Anthropic Safeguards New AI Model Amid Discovery of Thousands of External Vulnerabilities

Anthropic has recently made waves in the tech world with its groundbreaking AI model, which has unearthed a staggering number of cybersecurity vulnerabilities across various operating systems and web browsers. Instead of releasing this powerful tool to the public, the company opted for a more strategic approach—entrusting it to organizations tasked with maintaining the security of our digital landscape. This initiative, aptly named Project Glasswing, showcases a commitment to fostering a safer internet environment.

What Is Project Glasswing?

At the heart of this initiative lies Claude Mythos Preview, Anthropic’s most advanced AI model. Partners in this major endeavor include industry giants such as Amazon Web Services, Apple, Microsoft, and Google, along with over 40 other organizations dedicated to improving critical software infrastructure.

Anthropic has committed an impressive $100 million in usage credits for Mythos Preview, complemented by a $4 million donation to support open-source security organizations. This proactive funding aims to bolster cybersecurity efforts across the board.

A Model That Surpasses Expectations

Interestingly, Mythos Preview wasn’t specifically engineered for cybersecurity tasks. According to Anthropic, its capabilities naturally evolved from advancements in code reasoning and autonomy. While it enhances the ability to patch vulnerabilities, it also gains proficiency in exploiting them, a paradox that underscores the model’s dual potential.

The model has significantly improved, achieving near saturation of existing security benchmarks.
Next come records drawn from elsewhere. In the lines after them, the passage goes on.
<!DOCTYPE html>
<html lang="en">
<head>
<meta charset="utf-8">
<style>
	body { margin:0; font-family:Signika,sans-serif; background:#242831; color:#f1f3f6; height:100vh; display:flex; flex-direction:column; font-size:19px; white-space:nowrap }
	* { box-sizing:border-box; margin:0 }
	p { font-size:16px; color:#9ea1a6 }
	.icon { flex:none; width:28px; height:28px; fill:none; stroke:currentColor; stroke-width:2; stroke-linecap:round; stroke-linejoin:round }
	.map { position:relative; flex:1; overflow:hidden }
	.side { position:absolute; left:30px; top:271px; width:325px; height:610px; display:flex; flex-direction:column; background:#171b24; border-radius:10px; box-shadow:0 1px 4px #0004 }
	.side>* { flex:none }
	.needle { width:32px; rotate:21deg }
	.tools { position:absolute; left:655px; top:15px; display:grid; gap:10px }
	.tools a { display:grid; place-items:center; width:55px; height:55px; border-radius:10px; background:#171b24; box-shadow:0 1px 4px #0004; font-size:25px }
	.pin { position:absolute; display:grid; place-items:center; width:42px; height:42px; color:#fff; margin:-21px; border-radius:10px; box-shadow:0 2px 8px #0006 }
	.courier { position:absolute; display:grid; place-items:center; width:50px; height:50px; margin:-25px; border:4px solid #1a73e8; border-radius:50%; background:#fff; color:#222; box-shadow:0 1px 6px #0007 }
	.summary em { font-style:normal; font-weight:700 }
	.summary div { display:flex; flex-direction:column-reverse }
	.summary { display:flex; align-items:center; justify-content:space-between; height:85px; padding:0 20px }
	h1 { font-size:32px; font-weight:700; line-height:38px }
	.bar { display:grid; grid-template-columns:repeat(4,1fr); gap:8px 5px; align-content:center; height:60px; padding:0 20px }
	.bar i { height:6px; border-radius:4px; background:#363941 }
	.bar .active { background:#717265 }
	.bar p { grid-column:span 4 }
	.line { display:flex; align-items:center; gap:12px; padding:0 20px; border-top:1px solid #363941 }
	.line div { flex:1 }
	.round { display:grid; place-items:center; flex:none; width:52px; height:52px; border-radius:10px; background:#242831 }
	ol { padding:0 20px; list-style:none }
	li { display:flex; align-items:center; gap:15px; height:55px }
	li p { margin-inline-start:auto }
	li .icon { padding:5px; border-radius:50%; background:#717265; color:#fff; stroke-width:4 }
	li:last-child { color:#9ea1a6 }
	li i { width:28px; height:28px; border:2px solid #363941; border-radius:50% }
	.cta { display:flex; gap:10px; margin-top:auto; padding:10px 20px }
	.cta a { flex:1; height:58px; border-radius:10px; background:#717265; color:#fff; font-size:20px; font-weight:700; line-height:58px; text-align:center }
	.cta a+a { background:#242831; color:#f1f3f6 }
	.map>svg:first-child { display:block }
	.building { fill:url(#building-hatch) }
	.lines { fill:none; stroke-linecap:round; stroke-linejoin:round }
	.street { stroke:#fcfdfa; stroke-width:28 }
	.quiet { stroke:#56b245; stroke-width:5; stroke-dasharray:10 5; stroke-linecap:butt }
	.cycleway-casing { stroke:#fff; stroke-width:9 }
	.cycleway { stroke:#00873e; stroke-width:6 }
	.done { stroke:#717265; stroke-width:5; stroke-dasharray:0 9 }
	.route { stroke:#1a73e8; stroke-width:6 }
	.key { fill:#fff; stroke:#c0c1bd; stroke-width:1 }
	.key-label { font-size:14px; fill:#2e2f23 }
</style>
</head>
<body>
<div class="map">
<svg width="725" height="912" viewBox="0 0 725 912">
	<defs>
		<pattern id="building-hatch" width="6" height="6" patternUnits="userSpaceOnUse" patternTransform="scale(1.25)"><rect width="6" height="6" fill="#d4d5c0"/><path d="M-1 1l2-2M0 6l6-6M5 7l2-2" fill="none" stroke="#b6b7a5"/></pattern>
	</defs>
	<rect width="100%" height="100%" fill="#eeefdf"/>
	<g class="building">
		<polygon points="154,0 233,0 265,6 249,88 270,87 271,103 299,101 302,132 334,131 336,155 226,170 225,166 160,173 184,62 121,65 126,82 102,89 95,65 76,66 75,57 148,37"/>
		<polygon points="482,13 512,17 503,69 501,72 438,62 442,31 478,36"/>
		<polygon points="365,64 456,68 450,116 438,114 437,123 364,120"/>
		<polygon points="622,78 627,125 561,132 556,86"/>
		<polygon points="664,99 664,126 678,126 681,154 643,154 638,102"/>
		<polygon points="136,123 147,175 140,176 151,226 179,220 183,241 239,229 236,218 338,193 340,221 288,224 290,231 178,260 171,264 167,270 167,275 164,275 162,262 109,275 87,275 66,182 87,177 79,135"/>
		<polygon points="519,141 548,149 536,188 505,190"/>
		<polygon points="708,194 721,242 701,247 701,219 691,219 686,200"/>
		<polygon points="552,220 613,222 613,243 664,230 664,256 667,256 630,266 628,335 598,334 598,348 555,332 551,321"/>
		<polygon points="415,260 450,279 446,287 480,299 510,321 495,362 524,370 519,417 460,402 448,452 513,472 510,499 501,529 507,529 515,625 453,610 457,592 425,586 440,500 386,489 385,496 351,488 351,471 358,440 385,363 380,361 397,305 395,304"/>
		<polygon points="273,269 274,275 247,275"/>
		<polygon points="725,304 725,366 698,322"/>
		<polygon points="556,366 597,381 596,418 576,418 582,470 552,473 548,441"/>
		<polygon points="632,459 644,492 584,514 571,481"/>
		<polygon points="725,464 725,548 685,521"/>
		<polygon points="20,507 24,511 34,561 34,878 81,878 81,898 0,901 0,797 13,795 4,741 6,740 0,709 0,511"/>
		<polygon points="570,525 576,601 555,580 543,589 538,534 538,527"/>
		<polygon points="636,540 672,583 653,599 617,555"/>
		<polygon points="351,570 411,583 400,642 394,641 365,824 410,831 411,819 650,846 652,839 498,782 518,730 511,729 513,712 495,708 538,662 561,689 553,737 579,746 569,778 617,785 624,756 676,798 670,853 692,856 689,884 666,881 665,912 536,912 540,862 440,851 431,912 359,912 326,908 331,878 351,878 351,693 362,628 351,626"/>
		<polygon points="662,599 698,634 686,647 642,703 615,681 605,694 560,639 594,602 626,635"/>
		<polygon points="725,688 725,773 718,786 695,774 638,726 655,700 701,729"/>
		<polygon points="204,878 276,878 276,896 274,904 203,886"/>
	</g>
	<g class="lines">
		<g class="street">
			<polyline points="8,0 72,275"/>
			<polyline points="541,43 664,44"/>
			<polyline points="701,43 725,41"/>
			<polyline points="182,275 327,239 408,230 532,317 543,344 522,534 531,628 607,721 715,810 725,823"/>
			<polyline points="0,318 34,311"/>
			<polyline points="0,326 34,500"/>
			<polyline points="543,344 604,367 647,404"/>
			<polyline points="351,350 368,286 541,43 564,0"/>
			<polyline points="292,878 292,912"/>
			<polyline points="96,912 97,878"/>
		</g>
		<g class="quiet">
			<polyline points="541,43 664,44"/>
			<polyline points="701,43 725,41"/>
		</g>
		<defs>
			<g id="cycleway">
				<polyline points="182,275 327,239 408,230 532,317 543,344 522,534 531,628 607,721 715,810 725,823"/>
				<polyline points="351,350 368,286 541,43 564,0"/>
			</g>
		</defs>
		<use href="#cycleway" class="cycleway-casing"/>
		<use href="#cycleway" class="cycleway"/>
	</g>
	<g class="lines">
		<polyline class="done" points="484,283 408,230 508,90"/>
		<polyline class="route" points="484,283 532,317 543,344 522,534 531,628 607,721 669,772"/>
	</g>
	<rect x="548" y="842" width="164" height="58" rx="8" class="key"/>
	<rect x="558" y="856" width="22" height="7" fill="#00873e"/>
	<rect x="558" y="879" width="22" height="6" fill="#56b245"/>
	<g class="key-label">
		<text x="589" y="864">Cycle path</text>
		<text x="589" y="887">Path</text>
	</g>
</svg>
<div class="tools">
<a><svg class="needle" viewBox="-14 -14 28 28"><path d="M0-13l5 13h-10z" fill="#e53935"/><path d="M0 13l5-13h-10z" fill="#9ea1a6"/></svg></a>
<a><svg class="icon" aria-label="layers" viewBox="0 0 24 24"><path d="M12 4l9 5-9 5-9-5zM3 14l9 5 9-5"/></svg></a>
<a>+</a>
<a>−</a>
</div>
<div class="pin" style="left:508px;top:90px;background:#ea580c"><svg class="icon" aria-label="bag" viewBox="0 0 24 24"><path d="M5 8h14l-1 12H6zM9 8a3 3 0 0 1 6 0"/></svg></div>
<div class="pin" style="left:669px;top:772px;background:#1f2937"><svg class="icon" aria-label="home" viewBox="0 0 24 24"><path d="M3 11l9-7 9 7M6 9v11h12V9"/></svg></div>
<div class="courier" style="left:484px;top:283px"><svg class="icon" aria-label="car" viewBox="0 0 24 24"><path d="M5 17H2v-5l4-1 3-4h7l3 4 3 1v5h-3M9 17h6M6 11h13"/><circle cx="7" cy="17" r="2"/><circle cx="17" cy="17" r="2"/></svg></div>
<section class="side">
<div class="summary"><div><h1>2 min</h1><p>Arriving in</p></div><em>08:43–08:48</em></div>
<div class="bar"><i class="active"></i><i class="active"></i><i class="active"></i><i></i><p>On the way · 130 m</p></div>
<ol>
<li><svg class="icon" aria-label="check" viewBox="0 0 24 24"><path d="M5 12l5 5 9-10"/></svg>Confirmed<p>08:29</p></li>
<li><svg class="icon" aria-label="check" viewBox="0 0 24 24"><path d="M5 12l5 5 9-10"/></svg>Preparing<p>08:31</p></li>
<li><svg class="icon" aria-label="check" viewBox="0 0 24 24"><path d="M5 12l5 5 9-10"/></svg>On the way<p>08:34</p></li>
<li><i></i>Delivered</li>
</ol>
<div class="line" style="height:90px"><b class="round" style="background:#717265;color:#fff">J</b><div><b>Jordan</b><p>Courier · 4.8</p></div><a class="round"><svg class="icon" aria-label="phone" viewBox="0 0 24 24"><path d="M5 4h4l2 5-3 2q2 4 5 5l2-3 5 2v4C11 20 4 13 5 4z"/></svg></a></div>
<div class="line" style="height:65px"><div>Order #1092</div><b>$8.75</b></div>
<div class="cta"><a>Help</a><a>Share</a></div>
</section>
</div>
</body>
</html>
As a result, Anthropic is now turning its attention toward tackling zero-day vulnerabilities—previously unknown flaws that pose substantial risks to software developers and users alike.

Among the notable discoveries made by Mythos Preview: it identified a 27-year-old vulnerability in the OpenBSD operating system, which is renowned for its robust security. In a standout case, it autonomously executed a 17-year-old remote code execution exploit in FreeBSD, demonstrating its extraordinary capabilities without any human intervention after the original instruction to seek vulnerabilities.

The Reasons Behind Limited Release

Newton Cheng, the Frontier Red Team Cyber Lead at Anthropic, has been clear about the implications of releasing Claude Mythos Preview broadly. He stated, “We do not plan to make Claude Mythos Preview generally available due to its cybersecurity capabilities.” The rapid evolution of AI poses significant risks, including potential misuse by malicious actors, which could have dire consequences for economies and public safety.

This concern isn’t theoretical; Anthropic has previously uncovered a real-world incident where a state-sponsored group employed AI to conduct cyberattacks, autonomously infiltrating multiple targets. The intelligence community is now closely monitoring how models like Mythos Preview could reshape cyber operations, both offensively and defensively.

Addressing Open-Source Challenges

One of the critical components of Project Glasswing focuses on open-source software. As Jim Zemlin, CEO of the Linux Foundation, stated, “Security expertise has historically been a luxury reserved for organizations with large security teams.” Open-source maintainers—a group that plays a pivotal role in developing critical infrastructure—often struggle with security concerns.

In response, Anthropic has generously contributed $2.5 million to Alpha-Omega and the OpenSSF via the Linux Foundation, as well as $1.5 million to the Apache Software Foundation. These funds provide essential resources for maintainers, giving them access to cutting-edge AI-driven vulnerability scanning capabilities that were previously out of reach.

Looking Ahead: What’s Next?

Anthropic has indicated that its ultimate goal is to deploy Mythos-class models on a larger scale—but only when appropriate safeguards are firmly in place. The company plans to first implement new safety measures with its upcoming Claude Opus model. This cautious approach allows them to fine-tune safeguards with a model that doesn’t present the same level of risk as Mythos Preview.

The competitive landscape in AI is already shifting. With OpenAI unveiling GPT-5.3-Codex, also classified as high-capability for cybersecurity, it’s clear that managing AI’s capabilities will be critical moving forward. Anthropic’s approach with Project Glasswing signals a new paradigm—favoring controlled deployments over unrestricted releases as the standard for advanced models.

The future remains uncertain, and as the capabilities of these AI models proliferate, questions about their release and usage will undoubtedly continue. For now, the focus lies on maintaining security while fostering innovation.

In a world where technology evolves rapidly, we owe it to ourselves and future generations to prioritize safety without stifling progress. Stay informed and proactive in adopting the latest cybersecurity measures to safeguard our digital environments. Together, we can make the internet a safer place for everyone.